Exercise prompt -> From the records below, return every line containing the word "overflow".

[Opening Source records section]

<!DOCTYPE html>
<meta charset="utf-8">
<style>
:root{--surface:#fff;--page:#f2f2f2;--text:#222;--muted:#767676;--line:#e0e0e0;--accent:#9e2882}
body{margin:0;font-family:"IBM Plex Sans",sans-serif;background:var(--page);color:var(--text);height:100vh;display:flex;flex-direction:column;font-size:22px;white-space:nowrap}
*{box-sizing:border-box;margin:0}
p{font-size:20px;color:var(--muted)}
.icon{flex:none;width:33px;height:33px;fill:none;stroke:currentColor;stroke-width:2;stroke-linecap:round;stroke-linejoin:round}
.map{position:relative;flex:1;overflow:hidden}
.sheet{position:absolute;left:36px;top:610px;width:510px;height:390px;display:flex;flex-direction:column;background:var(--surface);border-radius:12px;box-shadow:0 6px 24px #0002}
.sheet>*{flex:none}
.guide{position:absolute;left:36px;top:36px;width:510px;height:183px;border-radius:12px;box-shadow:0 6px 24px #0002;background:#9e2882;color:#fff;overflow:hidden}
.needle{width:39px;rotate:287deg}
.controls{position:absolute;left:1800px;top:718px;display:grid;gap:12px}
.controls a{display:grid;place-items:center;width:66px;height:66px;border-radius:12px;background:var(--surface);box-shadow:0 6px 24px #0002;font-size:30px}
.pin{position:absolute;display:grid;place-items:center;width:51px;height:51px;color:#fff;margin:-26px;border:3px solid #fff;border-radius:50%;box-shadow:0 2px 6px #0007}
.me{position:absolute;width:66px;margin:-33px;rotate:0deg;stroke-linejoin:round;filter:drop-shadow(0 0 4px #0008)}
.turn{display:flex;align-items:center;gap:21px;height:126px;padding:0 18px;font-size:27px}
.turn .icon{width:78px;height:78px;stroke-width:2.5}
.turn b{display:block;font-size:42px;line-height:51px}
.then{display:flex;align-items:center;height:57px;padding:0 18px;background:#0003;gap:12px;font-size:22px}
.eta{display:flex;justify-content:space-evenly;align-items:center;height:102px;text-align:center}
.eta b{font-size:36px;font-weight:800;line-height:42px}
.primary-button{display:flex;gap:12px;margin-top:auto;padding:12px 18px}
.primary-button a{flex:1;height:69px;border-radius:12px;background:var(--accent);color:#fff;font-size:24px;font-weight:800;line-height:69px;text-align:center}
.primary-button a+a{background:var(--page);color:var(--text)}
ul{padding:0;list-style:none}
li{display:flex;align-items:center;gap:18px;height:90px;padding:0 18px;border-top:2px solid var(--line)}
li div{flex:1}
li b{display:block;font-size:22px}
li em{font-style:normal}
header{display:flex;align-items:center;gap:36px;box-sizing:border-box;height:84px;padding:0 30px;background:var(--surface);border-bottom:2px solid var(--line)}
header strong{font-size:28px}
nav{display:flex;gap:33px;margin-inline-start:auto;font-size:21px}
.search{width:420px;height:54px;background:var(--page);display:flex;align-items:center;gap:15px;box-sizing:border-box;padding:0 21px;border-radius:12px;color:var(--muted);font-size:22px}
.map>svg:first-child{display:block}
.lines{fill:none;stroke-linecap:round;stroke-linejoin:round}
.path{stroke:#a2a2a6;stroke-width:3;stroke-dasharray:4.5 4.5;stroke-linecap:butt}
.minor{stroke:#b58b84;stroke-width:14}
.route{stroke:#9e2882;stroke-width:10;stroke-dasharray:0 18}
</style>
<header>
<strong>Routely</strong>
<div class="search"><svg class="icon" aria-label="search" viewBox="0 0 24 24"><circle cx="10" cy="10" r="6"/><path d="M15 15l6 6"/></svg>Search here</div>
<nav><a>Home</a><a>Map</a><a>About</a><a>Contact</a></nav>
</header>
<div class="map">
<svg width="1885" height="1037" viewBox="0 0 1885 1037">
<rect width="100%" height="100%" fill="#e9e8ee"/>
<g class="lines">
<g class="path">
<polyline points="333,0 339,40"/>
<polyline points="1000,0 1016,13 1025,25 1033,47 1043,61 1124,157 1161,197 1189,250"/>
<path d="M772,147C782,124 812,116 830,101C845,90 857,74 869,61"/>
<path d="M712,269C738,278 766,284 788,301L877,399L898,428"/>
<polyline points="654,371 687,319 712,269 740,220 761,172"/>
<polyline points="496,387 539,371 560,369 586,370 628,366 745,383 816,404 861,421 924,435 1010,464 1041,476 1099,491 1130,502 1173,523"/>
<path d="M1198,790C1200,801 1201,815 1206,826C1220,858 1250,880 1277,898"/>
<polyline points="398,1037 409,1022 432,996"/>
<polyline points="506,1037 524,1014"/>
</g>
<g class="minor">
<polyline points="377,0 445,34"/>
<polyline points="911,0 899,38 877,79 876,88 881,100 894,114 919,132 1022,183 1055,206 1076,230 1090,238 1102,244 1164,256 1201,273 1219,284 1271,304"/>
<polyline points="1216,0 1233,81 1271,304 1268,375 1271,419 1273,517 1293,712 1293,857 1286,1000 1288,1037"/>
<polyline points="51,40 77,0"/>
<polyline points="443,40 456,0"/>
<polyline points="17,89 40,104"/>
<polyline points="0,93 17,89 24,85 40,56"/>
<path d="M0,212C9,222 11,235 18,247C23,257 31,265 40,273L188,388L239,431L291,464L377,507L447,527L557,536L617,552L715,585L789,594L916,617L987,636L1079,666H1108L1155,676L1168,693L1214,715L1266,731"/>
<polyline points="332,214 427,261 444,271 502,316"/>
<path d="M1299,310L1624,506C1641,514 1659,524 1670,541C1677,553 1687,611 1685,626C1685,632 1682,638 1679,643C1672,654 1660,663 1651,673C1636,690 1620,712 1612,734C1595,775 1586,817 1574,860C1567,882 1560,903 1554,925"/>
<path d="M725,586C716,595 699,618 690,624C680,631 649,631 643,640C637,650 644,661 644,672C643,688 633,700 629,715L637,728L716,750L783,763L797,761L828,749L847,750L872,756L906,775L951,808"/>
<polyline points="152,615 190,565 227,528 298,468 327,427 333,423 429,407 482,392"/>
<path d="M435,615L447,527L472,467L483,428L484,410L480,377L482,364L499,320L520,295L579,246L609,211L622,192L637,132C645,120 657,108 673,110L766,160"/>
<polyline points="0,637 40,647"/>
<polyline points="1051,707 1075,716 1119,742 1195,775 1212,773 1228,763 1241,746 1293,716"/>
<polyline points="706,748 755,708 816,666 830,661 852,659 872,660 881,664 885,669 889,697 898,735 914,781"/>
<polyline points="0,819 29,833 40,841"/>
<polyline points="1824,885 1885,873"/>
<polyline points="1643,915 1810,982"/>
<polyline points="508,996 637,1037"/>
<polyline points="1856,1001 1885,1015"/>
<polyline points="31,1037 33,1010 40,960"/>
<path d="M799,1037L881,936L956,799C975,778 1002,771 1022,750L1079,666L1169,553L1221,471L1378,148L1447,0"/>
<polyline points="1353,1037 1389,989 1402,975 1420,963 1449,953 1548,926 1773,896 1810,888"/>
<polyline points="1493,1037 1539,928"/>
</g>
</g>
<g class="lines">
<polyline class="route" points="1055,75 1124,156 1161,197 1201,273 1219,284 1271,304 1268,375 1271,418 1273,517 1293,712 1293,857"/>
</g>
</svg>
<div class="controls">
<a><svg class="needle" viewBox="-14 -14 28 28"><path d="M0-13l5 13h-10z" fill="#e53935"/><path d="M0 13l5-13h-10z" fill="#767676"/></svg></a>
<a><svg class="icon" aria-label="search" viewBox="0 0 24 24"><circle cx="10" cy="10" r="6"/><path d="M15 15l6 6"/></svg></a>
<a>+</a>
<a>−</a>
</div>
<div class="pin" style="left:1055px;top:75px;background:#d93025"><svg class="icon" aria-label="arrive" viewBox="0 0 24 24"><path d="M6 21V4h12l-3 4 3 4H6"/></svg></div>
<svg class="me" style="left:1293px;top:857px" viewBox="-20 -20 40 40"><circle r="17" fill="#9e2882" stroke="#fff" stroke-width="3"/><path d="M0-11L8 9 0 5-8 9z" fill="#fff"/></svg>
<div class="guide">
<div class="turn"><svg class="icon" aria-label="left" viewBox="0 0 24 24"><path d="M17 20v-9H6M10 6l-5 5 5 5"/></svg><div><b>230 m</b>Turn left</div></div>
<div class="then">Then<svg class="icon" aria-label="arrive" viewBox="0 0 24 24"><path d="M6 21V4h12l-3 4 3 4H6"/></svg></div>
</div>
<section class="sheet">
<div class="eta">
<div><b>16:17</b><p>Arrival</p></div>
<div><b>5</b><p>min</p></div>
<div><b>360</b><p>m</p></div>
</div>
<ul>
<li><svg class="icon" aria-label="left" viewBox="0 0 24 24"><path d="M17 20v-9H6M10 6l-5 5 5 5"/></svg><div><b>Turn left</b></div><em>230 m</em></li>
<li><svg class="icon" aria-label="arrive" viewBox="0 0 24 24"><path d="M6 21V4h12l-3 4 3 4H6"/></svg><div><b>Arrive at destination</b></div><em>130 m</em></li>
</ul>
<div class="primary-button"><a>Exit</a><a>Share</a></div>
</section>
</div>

[Closing Source records section]
[Opening Source records section]

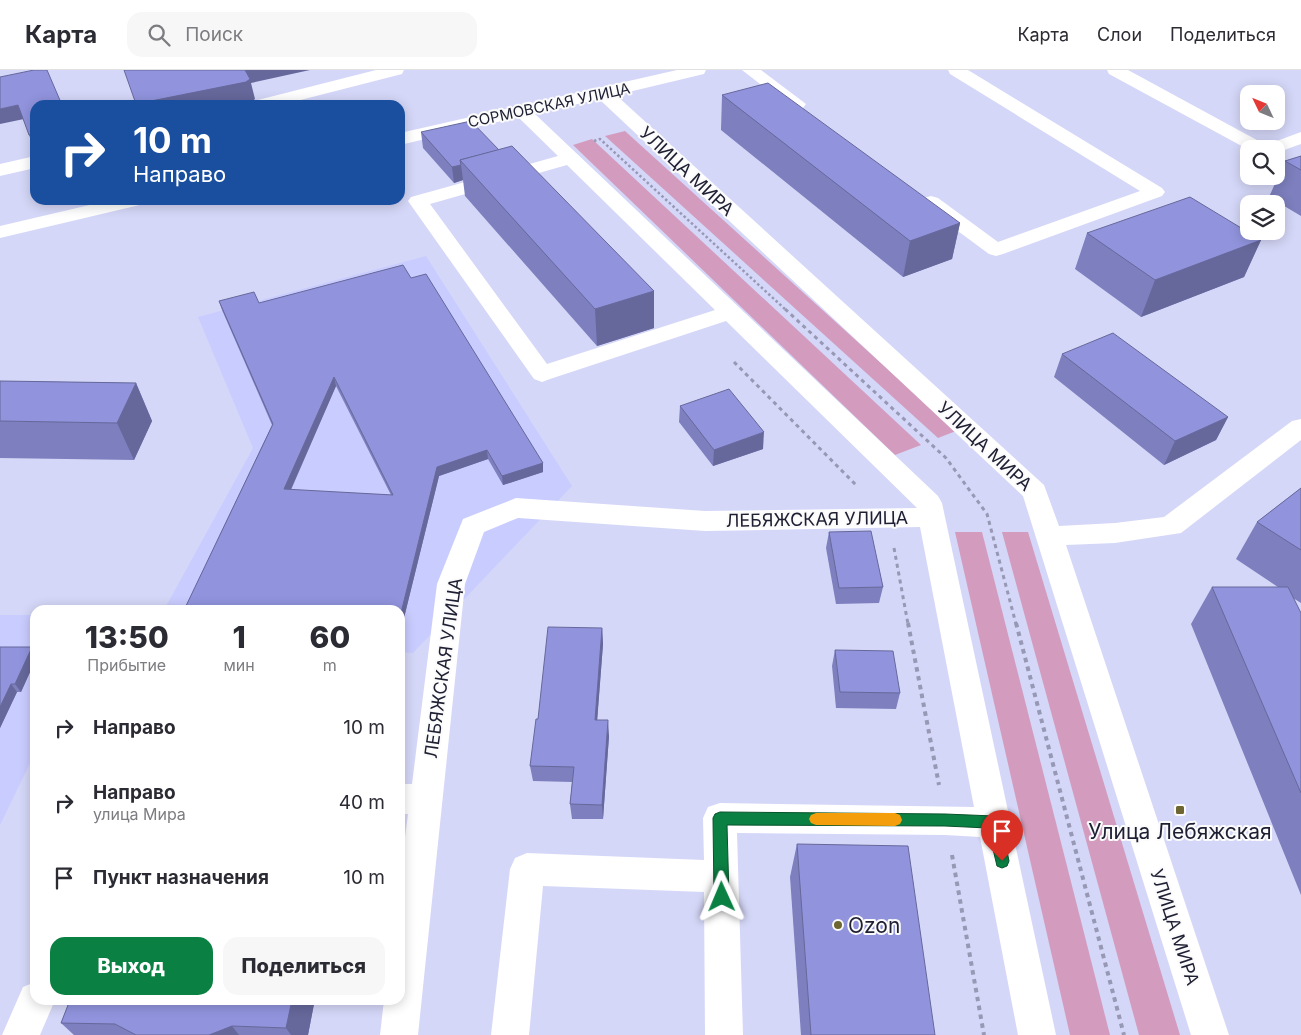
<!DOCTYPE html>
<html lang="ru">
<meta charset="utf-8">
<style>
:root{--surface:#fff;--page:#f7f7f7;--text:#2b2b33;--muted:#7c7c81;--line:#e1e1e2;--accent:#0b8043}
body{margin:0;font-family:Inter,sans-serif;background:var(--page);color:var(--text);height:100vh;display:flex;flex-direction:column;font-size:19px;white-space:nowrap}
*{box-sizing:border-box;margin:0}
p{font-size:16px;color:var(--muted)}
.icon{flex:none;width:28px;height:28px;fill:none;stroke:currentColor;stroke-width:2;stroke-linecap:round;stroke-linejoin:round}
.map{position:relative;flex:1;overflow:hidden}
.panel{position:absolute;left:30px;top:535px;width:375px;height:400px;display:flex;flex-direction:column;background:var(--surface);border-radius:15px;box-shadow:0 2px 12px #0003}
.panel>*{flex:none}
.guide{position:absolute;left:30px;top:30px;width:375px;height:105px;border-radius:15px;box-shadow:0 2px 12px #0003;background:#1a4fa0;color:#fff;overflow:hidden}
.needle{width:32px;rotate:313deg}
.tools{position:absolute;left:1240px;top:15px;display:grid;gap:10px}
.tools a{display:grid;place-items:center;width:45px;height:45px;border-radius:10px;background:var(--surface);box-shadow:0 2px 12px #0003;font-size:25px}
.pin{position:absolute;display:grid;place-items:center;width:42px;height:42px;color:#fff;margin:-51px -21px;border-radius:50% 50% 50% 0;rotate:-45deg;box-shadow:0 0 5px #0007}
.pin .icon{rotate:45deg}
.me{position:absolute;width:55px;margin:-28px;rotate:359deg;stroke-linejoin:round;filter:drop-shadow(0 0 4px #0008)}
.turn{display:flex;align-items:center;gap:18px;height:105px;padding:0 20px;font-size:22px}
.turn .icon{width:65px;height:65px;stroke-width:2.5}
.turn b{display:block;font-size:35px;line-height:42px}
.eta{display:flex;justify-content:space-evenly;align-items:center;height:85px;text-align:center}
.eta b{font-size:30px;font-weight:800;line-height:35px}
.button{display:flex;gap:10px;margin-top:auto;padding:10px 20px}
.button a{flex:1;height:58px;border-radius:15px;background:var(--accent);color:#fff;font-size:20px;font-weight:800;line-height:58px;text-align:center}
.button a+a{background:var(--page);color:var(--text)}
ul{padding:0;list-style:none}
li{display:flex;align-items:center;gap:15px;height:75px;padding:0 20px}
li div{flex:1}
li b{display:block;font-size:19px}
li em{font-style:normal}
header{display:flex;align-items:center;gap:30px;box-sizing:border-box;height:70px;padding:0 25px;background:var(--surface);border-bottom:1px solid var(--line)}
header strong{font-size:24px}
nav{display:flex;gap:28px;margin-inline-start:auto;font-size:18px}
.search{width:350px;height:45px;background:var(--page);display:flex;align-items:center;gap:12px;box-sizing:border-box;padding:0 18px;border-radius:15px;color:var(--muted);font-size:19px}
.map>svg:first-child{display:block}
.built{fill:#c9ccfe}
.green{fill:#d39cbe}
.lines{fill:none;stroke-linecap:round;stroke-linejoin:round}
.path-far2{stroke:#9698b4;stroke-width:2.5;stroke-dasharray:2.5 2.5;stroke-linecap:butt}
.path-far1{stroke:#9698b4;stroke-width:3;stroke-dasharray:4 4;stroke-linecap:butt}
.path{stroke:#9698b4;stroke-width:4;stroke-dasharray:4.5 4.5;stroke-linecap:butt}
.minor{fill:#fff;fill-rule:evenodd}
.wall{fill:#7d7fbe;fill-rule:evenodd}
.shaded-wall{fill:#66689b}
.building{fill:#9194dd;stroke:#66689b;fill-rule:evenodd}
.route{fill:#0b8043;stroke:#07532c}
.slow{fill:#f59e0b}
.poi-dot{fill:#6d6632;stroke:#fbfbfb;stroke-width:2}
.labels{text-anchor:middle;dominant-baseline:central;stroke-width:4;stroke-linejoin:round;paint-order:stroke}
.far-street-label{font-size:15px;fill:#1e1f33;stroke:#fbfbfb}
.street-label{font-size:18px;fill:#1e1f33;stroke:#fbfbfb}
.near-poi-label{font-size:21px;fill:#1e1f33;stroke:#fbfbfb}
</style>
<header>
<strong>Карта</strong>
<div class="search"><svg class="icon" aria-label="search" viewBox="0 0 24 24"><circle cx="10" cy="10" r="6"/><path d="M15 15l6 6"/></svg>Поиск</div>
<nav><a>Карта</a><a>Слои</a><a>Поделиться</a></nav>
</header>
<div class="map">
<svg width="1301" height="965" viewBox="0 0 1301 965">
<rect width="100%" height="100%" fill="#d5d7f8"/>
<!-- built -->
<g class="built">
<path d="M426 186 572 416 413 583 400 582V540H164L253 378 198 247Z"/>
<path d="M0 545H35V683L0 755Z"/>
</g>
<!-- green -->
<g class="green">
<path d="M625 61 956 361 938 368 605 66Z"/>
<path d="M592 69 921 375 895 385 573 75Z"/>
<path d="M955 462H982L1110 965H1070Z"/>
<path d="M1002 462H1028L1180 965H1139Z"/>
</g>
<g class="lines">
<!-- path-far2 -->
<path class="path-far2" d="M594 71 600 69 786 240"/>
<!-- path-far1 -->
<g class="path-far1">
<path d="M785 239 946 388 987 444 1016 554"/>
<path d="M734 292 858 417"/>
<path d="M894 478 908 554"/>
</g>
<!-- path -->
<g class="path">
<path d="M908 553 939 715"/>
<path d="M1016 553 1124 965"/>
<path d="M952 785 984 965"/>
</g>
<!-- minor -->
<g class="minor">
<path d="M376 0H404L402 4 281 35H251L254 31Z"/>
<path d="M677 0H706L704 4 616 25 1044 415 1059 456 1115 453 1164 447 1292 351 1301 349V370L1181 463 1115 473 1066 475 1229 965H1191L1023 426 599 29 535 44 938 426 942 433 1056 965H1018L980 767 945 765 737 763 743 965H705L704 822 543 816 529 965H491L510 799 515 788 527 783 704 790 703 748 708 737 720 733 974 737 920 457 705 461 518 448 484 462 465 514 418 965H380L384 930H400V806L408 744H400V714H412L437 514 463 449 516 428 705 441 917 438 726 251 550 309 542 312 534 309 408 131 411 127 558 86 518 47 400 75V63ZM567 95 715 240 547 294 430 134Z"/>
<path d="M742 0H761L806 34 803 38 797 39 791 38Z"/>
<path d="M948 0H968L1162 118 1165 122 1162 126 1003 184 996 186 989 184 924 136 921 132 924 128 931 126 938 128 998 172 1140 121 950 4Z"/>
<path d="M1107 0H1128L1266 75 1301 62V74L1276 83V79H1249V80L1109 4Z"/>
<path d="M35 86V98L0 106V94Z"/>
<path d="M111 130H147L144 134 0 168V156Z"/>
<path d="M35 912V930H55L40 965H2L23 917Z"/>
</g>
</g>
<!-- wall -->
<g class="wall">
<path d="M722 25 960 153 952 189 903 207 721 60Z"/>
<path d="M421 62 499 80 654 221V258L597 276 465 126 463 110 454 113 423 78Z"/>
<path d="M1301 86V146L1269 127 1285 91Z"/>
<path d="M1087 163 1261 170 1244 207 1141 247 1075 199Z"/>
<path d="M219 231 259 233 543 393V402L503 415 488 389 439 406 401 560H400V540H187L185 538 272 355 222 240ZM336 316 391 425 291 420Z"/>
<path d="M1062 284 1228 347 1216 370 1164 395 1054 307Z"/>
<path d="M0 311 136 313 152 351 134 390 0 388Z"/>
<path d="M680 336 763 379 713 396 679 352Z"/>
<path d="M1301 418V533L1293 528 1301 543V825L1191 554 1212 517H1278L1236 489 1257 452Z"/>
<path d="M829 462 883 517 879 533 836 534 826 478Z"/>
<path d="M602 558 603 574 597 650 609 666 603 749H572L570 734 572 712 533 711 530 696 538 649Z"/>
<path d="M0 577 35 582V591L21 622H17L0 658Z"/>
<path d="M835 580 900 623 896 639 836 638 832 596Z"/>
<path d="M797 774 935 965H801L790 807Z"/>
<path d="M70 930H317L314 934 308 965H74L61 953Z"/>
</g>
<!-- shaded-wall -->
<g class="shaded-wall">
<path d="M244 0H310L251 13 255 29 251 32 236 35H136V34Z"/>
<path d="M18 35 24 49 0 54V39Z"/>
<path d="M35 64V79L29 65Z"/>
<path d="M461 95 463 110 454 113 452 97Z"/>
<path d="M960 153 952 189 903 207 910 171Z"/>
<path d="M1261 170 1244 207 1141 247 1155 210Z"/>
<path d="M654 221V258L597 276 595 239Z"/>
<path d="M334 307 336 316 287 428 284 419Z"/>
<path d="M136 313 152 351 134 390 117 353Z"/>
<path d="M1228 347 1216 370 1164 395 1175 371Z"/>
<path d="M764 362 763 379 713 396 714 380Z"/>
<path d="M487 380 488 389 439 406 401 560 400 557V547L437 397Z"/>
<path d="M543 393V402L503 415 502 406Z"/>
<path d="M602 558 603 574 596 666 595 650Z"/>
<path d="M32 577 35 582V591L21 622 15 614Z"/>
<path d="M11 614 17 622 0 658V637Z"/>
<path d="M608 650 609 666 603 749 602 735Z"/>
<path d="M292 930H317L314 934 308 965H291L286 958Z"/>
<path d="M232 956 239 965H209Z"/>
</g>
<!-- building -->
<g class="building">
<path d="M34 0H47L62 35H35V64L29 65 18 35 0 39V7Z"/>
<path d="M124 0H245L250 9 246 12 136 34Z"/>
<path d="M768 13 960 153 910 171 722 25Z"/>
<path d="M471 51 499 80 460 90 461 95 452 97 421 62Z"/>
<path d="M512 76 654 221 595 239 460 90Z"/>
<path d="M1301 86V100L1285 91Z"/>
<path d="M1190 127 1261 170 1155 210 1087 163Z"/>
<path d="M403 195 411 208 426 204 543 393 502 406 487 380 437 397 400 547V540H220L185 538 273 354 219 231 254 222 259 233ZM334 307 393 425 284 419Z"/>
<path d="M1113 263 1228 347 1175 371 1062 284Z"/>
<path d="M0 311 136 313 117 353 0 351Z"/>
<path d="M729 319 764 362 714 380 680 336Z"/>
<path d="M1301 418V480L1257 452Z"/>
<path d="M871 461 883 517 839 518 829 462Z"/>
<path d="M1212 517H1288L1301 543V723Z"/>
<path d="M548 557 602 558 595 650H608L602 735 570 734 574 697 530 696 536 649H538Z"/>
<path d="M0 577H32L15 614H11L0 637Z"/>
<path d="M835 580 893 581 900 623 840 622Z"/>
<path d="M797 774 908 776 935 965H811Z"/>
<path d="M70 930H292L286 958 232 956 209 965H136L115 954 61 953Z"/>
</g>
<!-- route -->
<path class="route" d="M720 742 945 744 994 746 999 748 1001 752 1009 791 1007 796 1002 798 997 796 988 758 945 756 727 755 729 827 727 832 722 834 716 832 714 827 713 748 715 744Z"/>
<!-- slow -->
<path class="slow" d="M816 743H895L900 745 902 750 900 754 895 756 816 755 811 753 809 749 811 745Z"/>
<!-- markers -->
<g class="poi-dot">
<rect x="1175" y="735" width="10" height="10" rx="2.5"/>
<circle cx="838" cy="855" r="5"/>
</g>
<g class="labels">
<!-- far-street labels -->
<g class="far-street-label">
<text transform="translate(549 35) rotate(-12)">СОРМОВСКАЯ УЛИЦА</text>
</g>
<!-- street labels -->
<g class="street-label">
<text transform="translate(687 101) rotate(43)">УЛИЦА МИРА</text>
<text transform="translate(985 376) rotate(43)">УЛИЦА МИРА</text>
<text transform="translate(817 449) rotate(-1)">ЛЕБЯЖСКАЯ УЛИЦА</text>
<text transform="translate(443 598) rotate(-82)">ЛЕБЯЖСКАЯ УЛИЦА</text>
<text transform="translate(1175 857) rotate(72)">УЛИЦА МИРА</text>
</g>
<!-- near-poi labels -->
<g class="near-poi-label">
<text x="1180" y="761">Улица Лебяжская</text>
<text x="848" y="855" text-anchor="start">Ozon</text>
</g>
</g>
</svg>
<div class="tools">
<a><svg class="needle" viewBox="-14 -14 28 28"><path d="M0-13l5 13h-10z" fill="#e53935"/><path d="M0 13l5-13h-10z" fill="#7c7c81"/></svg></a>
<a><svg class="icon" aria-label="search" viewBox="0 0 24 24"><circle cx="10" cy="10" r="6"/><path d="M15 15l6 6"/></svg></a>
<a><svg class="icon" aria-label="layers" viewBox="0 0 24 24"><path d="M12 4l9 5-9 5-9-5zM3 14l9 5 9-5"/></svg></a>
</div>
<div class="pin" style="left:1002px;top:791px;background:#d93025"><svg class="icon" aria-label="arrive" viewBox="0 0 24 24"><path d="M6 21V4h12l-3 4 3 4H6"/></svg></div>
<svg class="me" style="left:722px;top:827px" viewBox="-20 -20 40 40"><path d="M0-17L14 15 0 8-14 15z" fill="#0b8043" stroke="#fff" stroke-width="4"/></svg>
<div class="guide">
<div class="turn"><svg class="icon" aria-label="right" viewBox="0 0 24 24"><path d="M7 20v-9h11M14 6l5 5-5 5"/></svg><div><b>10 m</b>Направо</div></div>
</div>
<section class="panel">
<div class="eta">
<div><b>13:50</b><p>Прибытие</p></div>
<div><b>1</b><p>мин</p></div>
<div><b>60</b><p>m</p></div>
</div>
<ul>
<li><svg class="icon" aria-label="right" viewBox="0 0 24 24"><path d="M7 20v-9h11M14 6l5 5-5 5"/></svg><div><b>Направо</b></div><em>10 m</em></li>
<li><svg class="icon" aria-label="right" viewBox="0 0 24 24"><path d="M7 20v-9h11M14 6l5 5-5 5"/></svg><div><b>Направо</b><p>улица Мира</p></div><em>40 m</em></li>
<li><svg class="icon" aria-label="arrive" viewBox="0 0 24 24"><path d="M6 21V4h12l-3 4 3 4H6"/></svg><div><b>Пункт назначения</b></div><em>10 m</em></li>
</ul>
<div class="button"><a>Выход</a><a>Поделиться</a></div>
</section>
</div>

[Closing Source records section]

Answer area ->
.map{position:relative;flex:1;overflow:hidden}
.guide{position:absolute;left:36px;top:36px;width:510px;height:183px;border-radius:12px;box-shadow:0 6px 24px #0002;background:#9e2882;color:#fff;overflow:hidden}
.map{position:relative;flex:1;overflow:hidden}
.guide{position:absolute;left:30px;top:30px;width:375px;height:105px;border-radius:15px;box-shadow:0 2px 12px #0003;background:#1a4fa0;color:#fff;overflow:hidden}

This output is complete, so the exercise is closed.